Like most traditional songs there are many variations, of the title as well as the lyrics in this case. Extensive research on its origin and development can be found in Volume II of The Traditional Tunes Of The Child Ballads With Their Texts, according to the Extant Records of Great Britain and America
, by Bertrand Harris Bronson, which was published by Princeton University Press in 1962.
According to this book, none of the extant texts of the ballad is older than the early 19th Century but it probably dates from about the end of the 15th. A version was recorded by [ie sung to] musicologist Cecil Sharp on January 23, 1907 by Mrs. Ware of Eley Over Stowey.

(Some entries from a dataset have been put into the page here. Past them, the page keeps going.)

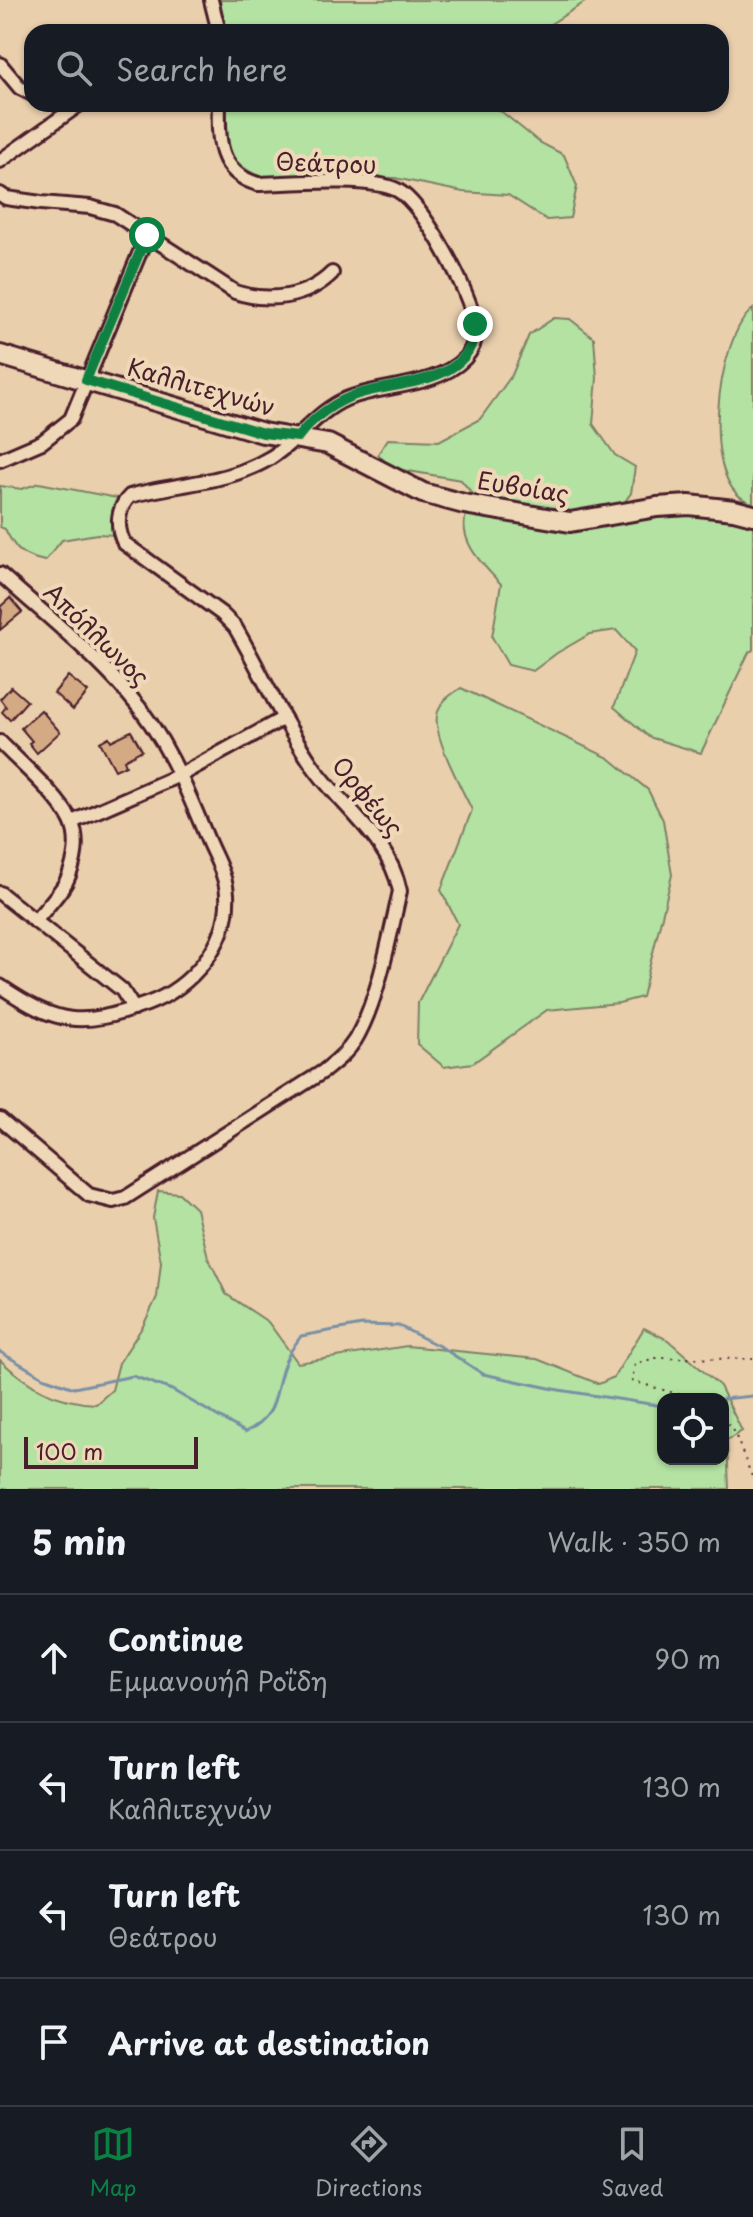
<!DOCTYPE html>
<meta charset="utf-8">
<style>
body{margin:0;font-family:"Playpen Sans",sans-serif;background:#242831;color:#f1f3f6}
.controls{position:absolute;right:24px;bottom:24px;display:grid;overflow:hidden;border-radius:16px;box-shadow:0 2px 6px #0004}
.controls button{width:72px;height:72px;display:grid;place-items:center;padding:0;border:0;border-bottom:2px solid #363941;background:#171b24;color:#f1f3f6;font:40px sans-serif}
.scale{position:absolute;left:24px;bottom:20px;width:174px;box-sizing:border-box;padding-left:8px;border:4px solid #4a1f2b;border-top:0;font-size:22px;line-height:28px;white-space:nowrap;color:#4a1f2b;-webkit-text-stroke:6px #efd8b7;paint-order:stroke}
.stop{position:absolute;width:24px;height:24px;margin:-18px;border:6px solid #0b8043;border-radius:50%;background:#fff}
.stop.end{background:#0b8043;border-color:#fff;box-shadow:0 2px 8px #0008}
.list{margin:0;padding:0;list-style:none}
h2{display:flex;justify-content:space-between;align-items:center;height:104px;margin:0;padding:0 32px;font-size:34px}
h2 small{font-size:26px;font-weight:400;color:#9ea1a6}
.list li{display:grid;grid-template-columns:52px 1fr auto;gap:24px;align-items:center;box-sizing:border-box;height:128px;padding:0 32px;border-top:2px solid #363941}
.list b{display:block;font-size:30px;white-space:nowrap}
.list p{margin:0;font-size:26px;white-space:nowrap;color:#9ea1a6}
.list em{font-size:26px;font-style:normal;color:#9ea1a6}
.icon{flex:none;width:44px;height:44px;fill:none;stroke:currentColor;stroke-width:2;stroke-linecap:round;stroke-linejoin:round}
.map{position:relative;flex:none;width:753px;height:1489px;overflow:hidden}
.search{position:absolute;background:#171b24;box-shadow:0 2px 6px #0004;left:24px;right:24px;top:24px;height:88px;display:flex;align-items:center;gap:20px;box-sizing:border-box;padding:0 28px;border-radius:24px;color:#9ea1a6;font-size:30px}
.sheet{height:616px;background:#171b24}
nav{display:flex;justify-content:space-around;align-items:center;box-sizing:border-box;height:112px;border-top:2px solid #363941;background:#171b24;font-size:22px;color:#9ea1a6}
nav a{display:grid;justify-items:center;gap:4px}
nav .on{color:#0b8043}
.map>svg:first-child{display:block}
.green{fill:#b3e2a2;stroke:#7e8066;stroke-width:2;fill-rule:evenodd}
.lines{fill:none;stroke-linecap:round;stroke-linejoin:round}
.stream{stroke:#7890a6;stroke-width:3}
.building{fill:#d4aa85;stroke:#4a1f2b;stroke-width:2}
.street-casing{stroke:#4a1f2b;stroke-width:18}
.secondary-casing{stroke:#4a1f2b;stroke-width:24}
.path{stroke:#4a1f2b;stroke-width:2;stroke-dasharray:2 6;stroke-linecap:butt}
.street{stroke:#efd8b7;stroke-width:12}
.secondary{stroke:#efd8b7;stroke-width:18}
.route{stroke:#0b8043;stroke-width:10}
.labels{text-anchor:middle;stroke-width:8;stroke-linejoin:round;paint-order:stroke}
.street-label{font-size:24px;fill:#4a1f2b;stroke:#efd8b7}
</style>
<div class="map">
<svg width="753" height="1489" viewBox="0 0 753 1489">
<rect width="100%" height="100%" fill="#eacfad"/>
<filter id="ink" filterUnits="userSpaceOnUse"><feTurbulence type="fractalNoise" baseFrequency=".0125" numOctaves="2"/><feDisplacementMap in="SourceGraphic" scale="16" xChannelSelector="R" yChannelSelector="G"/><feConvolveMatrix kernelMatrix="1 2 1 2 8 2 1 2 1" color-interpolation-filters="sRGB"/></filter>
<g filter="url(#ink)">
<g class="green">
<path d="M220,0H588L538,32H225Z"/>
<path d="M226,104H485L502,112L539,142L564,155L577,186L570,218L547,220L508,195L463,192L395,178L258,176C222,159 225,140 226,104Z"/>
<path d="M753,309V503C696,490 717,335 753,309Z"/>
<path d="M554,318L570,319L594,338L597,378L593,424L615,455L635,467L631,493L621,507L572,516L476,498L461,480L391,468L378,454L388,439L439,441L480,419L512,375L529,335Z"/>
<path d="M39,483L117,498L114,515L115,535L97,534L62,540L45,561C21,556 16,551 5,529L0,527V486L22,489Z"/>
<path d="M467,511L561,531L679,515H707L753,526V650L749,652L701,753L649,737L614,707L635,651L616,630L590,634L557,653L533,671L508,665L492,637L501,584C482,564 456,540 467,511Z"/>
<path d="M461,688L609,758L648,790L663,820L672,875L642,997L619,1003L547,1010L473,1063L444,1067L417,1044L418,1003L458,924L441,890L472,810C462,789 433,737 437,716C439,702 450,695 461,688Z"/>
<path d="M158,1191L179,1193L196,1209L208,1257L226,1294L268,1322L298,1363L407,1346L537,1359L599,1384L614,1377L644,1328L668,1340L720,1386L742,1431L727,1440L729,1489H0V1360C29,1387 56,1402 96,1404L112,1390L119,1363L143,1326L157,1297L161,1262L153,1218ZM663,1399H723V1459H663Z"/>
</g>
<g class="lines">
<g class="stream">
<path d="M0,1352L43,1377L74,1388L133,1376L172,1390L245,1432C283,1414 272,1389 287,1358C291,1350 296,1343 301,1336L362,1325L399,1326L441,1347L483,1374L559,1390L663,1406"/>
<path d="M722,1399L753,1396"/>
</g>
</g>
<g class="building">
<path d="M10,598L22,612L0,630L2,611L0,607Z"/>
<path d="M68,676L88,692L73,710L54,693Z"/>
<path d="M11,687L27,701L10,720L2,712L6,707L0,699Z"/>
<path d="M41,710L60,732L37,753L29,743L32,741L21,728Z"/>
<path d="M131,731L142,750L124,760L126,765L115,770L100,742L109,737L111,741Z"/>
</g>
<g class="lines">
<g class="street-casing">
<g id="street">
<path d="M211,0L219,32"/>
<path d="M0,64L20,88L32,94"/>
<path d="M0,161L80,104"/>
<path d="M0,194L6,198L41,203L90,207L115,214L235,292C269,303 307,298 332,273"/>
<path d="M0,460L42,442L71,419L147,235"/>
<path d="M0,574C43,613 90,650 128,694C167,738 187,790 209,843C216,859 226,876 227,894C230,943 191,988 147,1004C80,1028 58,1025 0,986"/>
<path d="M0,742C20,763 59,796 71,821C80,840 75,864 66,882C58,896 45,909 35,921"/>
<path d="M72,822L182,774L284,718"/>
<path d="M0,893L122,990L134,1009"/>
<path d="M0,1119L89,1195L113,1201L125,1198L324,1071C335,1062 347,1053 355,1040C378,1002 390,935 400,891C389,838 342,808 313,766C283,723 262,673 235,627L222,614L124,543C116,527 117,508 130,496C177,483 227,484 270,458C298,441 316,412 346,399C383,384 436,388 465,358C474,348 477,336 475,324C471,294 424,204 397,190C370,176 290,183 258,184C218,173 218,139 219,104"/>
</g>
</g>
<g class="secondary-casing">
<path id="secondary" d="M0,355L263,433L328,444L423,493L464,504L570,522L657,507L689,505L734,510L753,515"/>
</g>
<g class="path">
<path d="M695,1399L632,1381L635,1364L655,1358L753,1359"/>
<path d="M723,1417L735,1434L753,1479"/>
</g>
<use href="#street" class="street"/>
<use href="#secondary" class="secondary"/>
</g>
</g>
<g class="lines" filter="url(#ink)">
<path class="route" d="M147,235L86,380L263,433L298,437C312,418 336,401 358,394C401,381 475,384 475,324"/>
</g>
<g class="labels">
<g class="street-label">
<text transform="translate(326 164) rotate(2)" y="8">Θεάτρου</text>
<text transform="translate(201 388) rotate(16)" y="8">Καλλιτεχνών</text>
<text transform="translate(523 488) rotate(9)" y="8">Ευβοίας</text>
<text transform="translate(96 635) rotate(44)" y="8">Απόλλωνος</text>
<text transform="translate(367 797) rotate(50)" y="8">Ορφέως</text>
</g>
</g>
</svg>
<div class="controls">
<button><svg class="icon" aria-label="locate" viewBox="0 0 24 24"><circle cx="12" cy="12" r="6"/><path d="M12 2v4M12 18v4M2 12h4M18 12h4"/></svg></button>
</div>
<div class="scale">100 m</div>
<div class="stop" style="left:147px;top:235px"></div>
<div class="stop end" style="left:475px;top:324px"></div>
<div class="search"><svg class="icon" aria-label="search" viewBox="0 0 24 24"><circle cx="10" cy="10" r="6"/><path d="M15 15l6 6"/></svg>Search here</div>
</div>
<section class="sheet">
<h2>5 min<small>Walk · 350 m</small></h2>
<ul class="list">
<li><svg class="icon" aria-label="ahead" viewBox="0 0 24 24"><path d="M12 20V5M6 11l6-6 6 6"/></svg><div><b>Continue</b><p>Εμμανουήλ Ροΐδη</p></div><em>90 m</em></li>
<li><svg class="icon" aria-label="left" viewBox="0 0 24 24"><path d="M17 20v-9H6M10 6l-5 5 5 5"/></svg><div><b>Turn left</b><p>Καλλιτεχνών</p></div><em>130 m</em></li>
<li><svg class="icon" aria-label="left" viewBox="0 0 24 24"><path d="M17 20v-9H6M10 6l-5 5 5 5"/></svg><div><b>Turn left</b><p>Θεάτρου</p></div><em>130 m</em></li>
<li><svg class="icon" aria-label="arrive" viewBox="0 0 24 24"><path d="M6 21V4h12l-3 4 3 4H6"/></svg><div><b>Arrive at destination</b></div></li>
</ul>
</section>
<nav>
<a class="on"><svg class="icon" aria-label="map" viewBox="0 0 24 24"><path d="M3 6l6-2 6 2 6-2v14l-6 2-6-2-6 2zM9 4v14M15 6v14"/></svg>Map</a>
<a><svg class="icon" aria-label="directions" viewBox="0 0 24 24"><path d="M12 3l9 9-9 9-9-9zM9 14v-3h6M13 9l2 2-2 2"/></svg>Directions</a>
<a><svg class="icon" aria-label="saved" viewBox="0 0 24 24"><path d="M7 4h10v16l-5-4-5 4z"/></svg>Saved</a>
</nav>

The same day, Sharp recorded "Cold Blows The Wind
" by James Chedgey of Bincombe Over Stowey.
Sabine Baring-Gould (who is best known for writing the lyrics to "Onward Christian Soldiers") collected a version, from J. Woodrich, a blacksmith of Wollacot Moor, Thrushleton, in 1889.
Probably the earliest recorded version is "Cold Blows The Wind" which was sung by Elizabeth Doidge, a nurse of Brentnor, and collected by Mrs Gibbons, the daughter of W.L.Trelawney, Bart, c1830. This version had the tune usually associated with "Childe The Hunter."
There is also "How Cold The Winds Do Blow," sung by Mrs Rugman of Dunsfold, Surrey, 1896; "Cold Blows The Wind To-night, Sweetheart," sung by Mrs, Bowker of Sunderland Point, Lancashire, in September 1909, and further afield, "The Auld Song From Cow Head
" sung by the Reverend Mr Gibbs Bull of Newfoundland in 1929.